To train RIVER with training data (all instances except for N2 pairs), we first select best lambda value based on 10 cross-validation on training dataset via glmnet. You can see the selected \(\lambda\) parameter at the first line of output. The initial paramters of \(\beta\) in RIVER were set based on the estimated \(\beta\) parameters from GAM. In each EM iteration, the evaRIVER reports both the top 10 % threshold of expected \(P(FR = 1 | G, E)\) and norms of difference between previous and current estimates of parameters. The EM algorithm iteratively find best estimates of both \(\beta\) and \(\theta\) until it converges within the predefined tolerence of the norm (\(0.001\) for both \(\beta\) and \(\theta\)).

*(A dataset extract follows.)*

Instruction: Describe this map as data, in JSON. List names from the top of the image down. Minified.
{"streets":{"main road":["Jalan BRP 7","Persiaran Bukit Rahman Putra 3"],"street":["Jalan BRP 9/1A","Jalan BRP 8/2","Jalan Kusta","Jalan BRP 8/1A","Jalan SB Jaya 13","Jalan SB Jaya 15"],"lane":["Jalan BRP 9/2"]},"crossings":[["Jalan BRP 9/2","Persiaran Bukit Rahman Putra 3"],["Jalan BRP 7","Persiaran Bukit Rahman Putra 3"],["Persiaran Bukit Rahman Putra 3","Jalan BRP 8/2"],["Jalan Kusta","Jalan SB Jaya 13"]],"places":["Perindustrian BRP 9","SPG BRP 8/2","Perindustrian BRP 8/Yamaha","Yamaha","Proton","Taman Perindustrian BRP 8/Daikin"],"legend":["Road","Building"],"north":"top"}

After the estimates of paramters converge, evaRIVER reports AUC values from both models and its p-value of the difference between them.

3.2 Application of RIVER

The function, appRIVER, is to train RIVER (and GAM) with all instances and compute posterior probabilities of them for the future analyses (i.e. finding pathogenic rare variants in disease). Same as evaRIVER, this function also requires a ExpressionSet class object as an input and three optional parameters which you can set again based on your data. If you use a certain set of values for the optional parameters, you would use same ones here.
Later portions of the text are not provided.